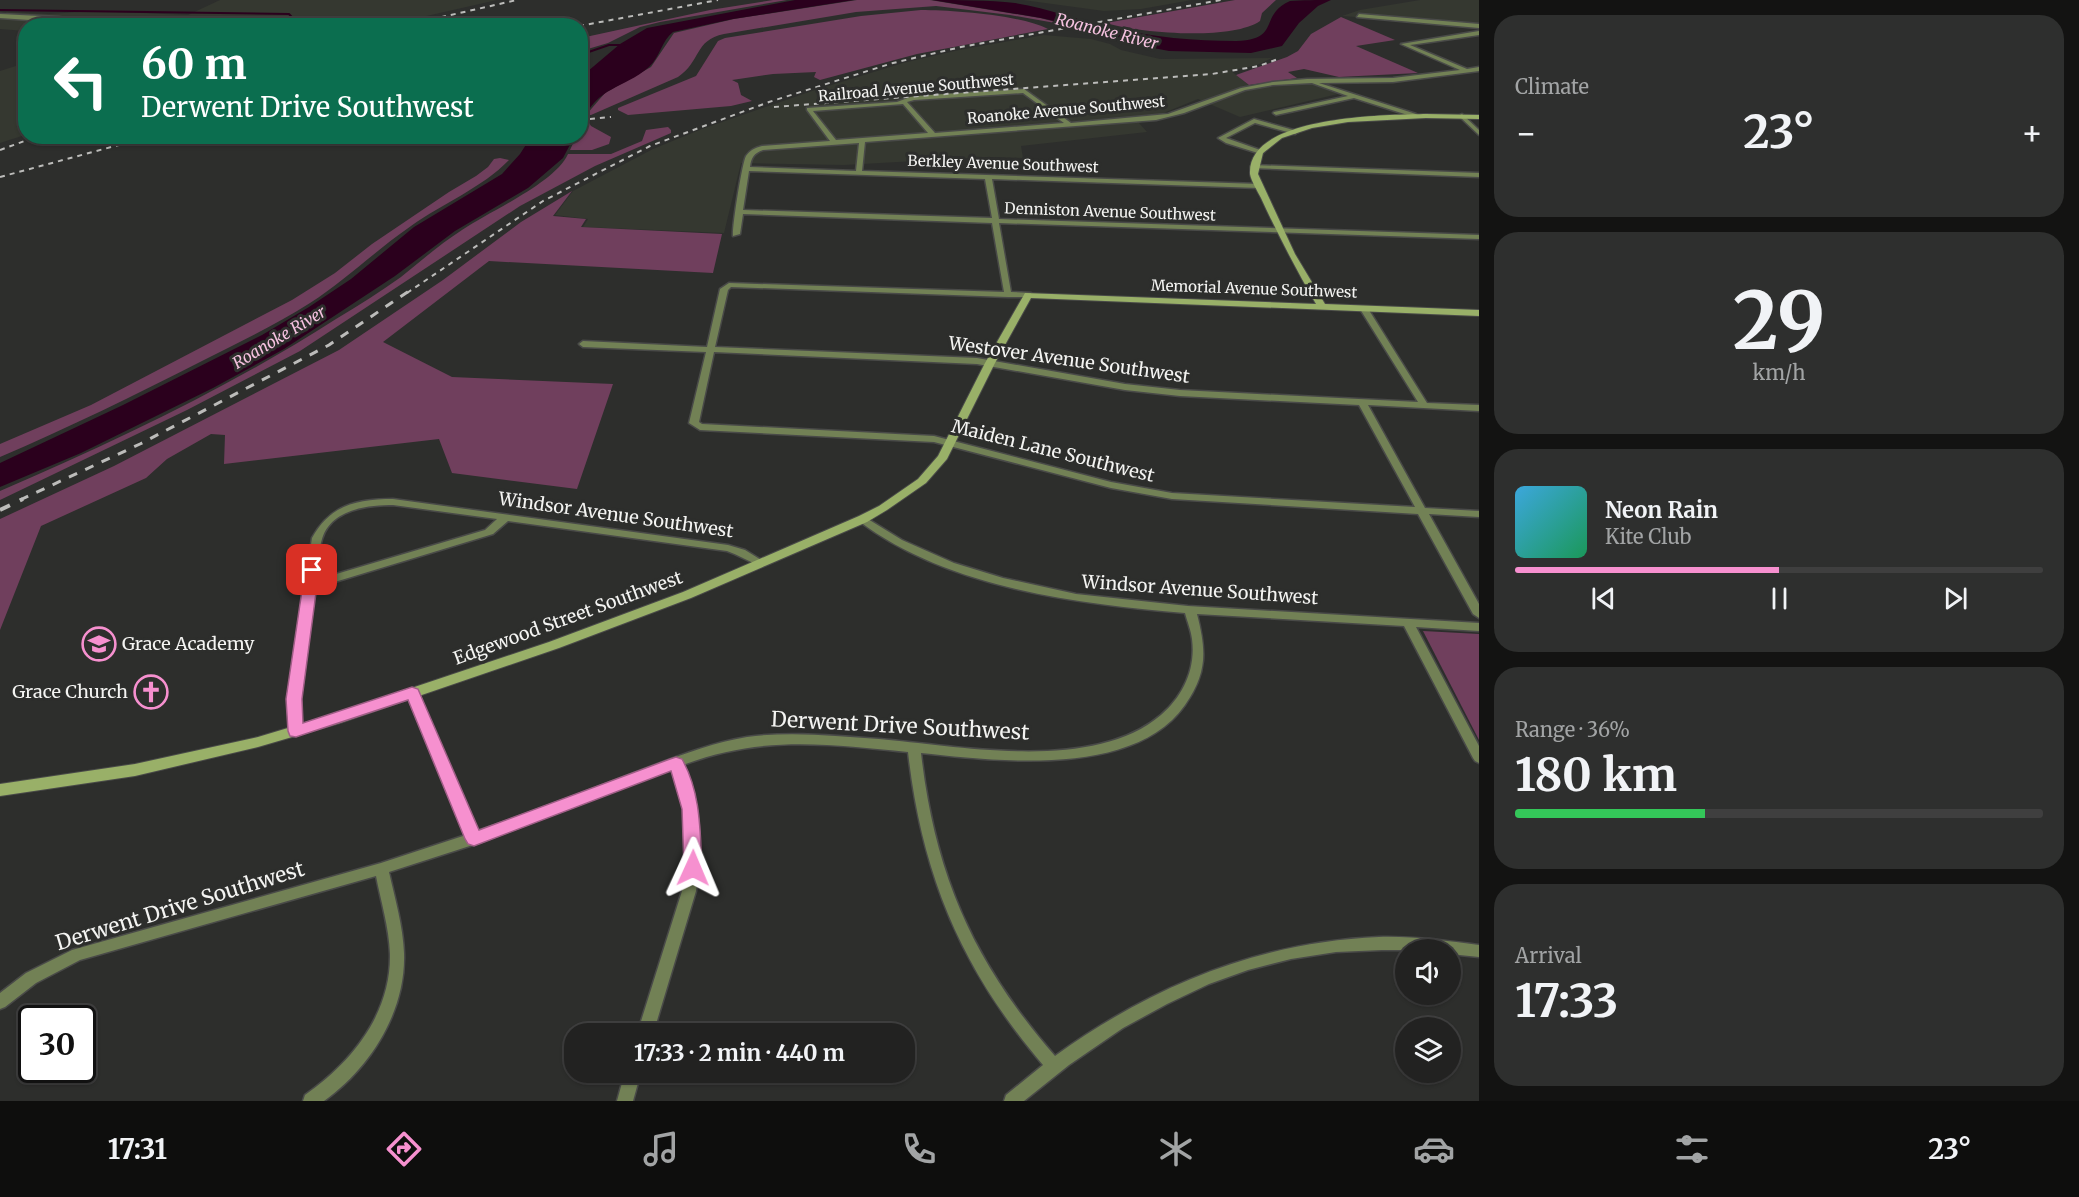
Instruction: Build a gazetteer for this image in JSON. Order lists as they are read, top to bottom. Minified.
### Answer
{"streets":{"street":["Railroad Avenue Southwest","Roanoke Avenue Southwest","Berkley Avenue Southwest","Denniston Avenue Southwest","Memorial Avenue Southwest","Westover Avenue Southwest","Maiden Lane Southwest","Windsor Avenue Southwest","Edgewood Street Southwest","Derwent Drive Southwest"]},"crossings":[["Railroad Avenue Southwest","Roanoke Avenue Southwest"],["Roanoke Avenue Southwest","Berkley Avenue Southwest"],["Memorial Avenue Southwest","Edgewood Street Southwest"],["Westover Avenue Southwest","Maiden Lane Southwest"],["Westover Avenue Southwest","Edgewood Street Southwest"],["Maiden Lane Southwest","Edgewood Street Southwest"],["Windsor Avenue Southwest","Edgewood Street Southwest"],["Windsor Avenue Southwest","Derwent Drive Southwest"]],"water":["Roanoke River"],"places":{"school or university":["Grace Academy"],"church":["Grace Church"]},"page":{"tile":["Climate",["29","km/h"],["Range · 36%","180 km"],["Arrival","17:33"]],"turn":["60 m","Derwent Drive Southwest"],"heat":["−","23°","+"],"song":["Neon Rain","Kite Club"],"limit":"30","trip":"17:33 · 2 min · 440 m","tabs":["17:31","23°"]}}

→ TASK
Output the listing word for word. Drop the pictures.

→ WRITTEN SOLUTION
Instruction: Build a gazetteer for this image in JSON. Order lists as they are read, top to bottom. Minified.
### Answer
{"streets":{"street":["Railroad Avenue Southwest","Roanoke Avenue Southwest","Berkley Avenue Southwest","Denniston Avenue Southwest","Memorial Avenue Southwest","Westover Avenue Southwest","Maiden Lane Southwest","Windsor Avenue Southwest","Edgewood Street Southwest","Derwent Drive Southwest"]},"crossings":[["Railroad Avenue Southwest","Roanoke Avenue Southwest"],["Roanoke Avenue Southwest","Berkley Avenue Southwest"],["Memorial Avenue Southwest","Edgewood Street Southwest"],["Westover Avenue Southwest","Maiden Lane Southwest"],["Westover Avenue Southwest","Edgewood Street Southwest"],["Maiden Lane Southwest","Edgewood Street Southwest"],["Windsor Avenue Southwest","Edgewood Street Southwest"],["Windsor Avenue Southwest","Derwent Drive Southwest"]],"water":["Roanoke River"],"places":{"school or university":["Grace Academy"],"church":["Grace Church"]},"page":{"tile":["Climate",["29","km/h"],["Range · 36%","180 km"],["Arrival","17:33"]],"turn":["60 m","Derwent Drive Southwest"],"heat":["−","23°","+"],"song":["Neon Rain","Kite Club"],"limit":"30","trip":"17:33 · 2 min · 440 m","tabs":["17:31","23°"]}}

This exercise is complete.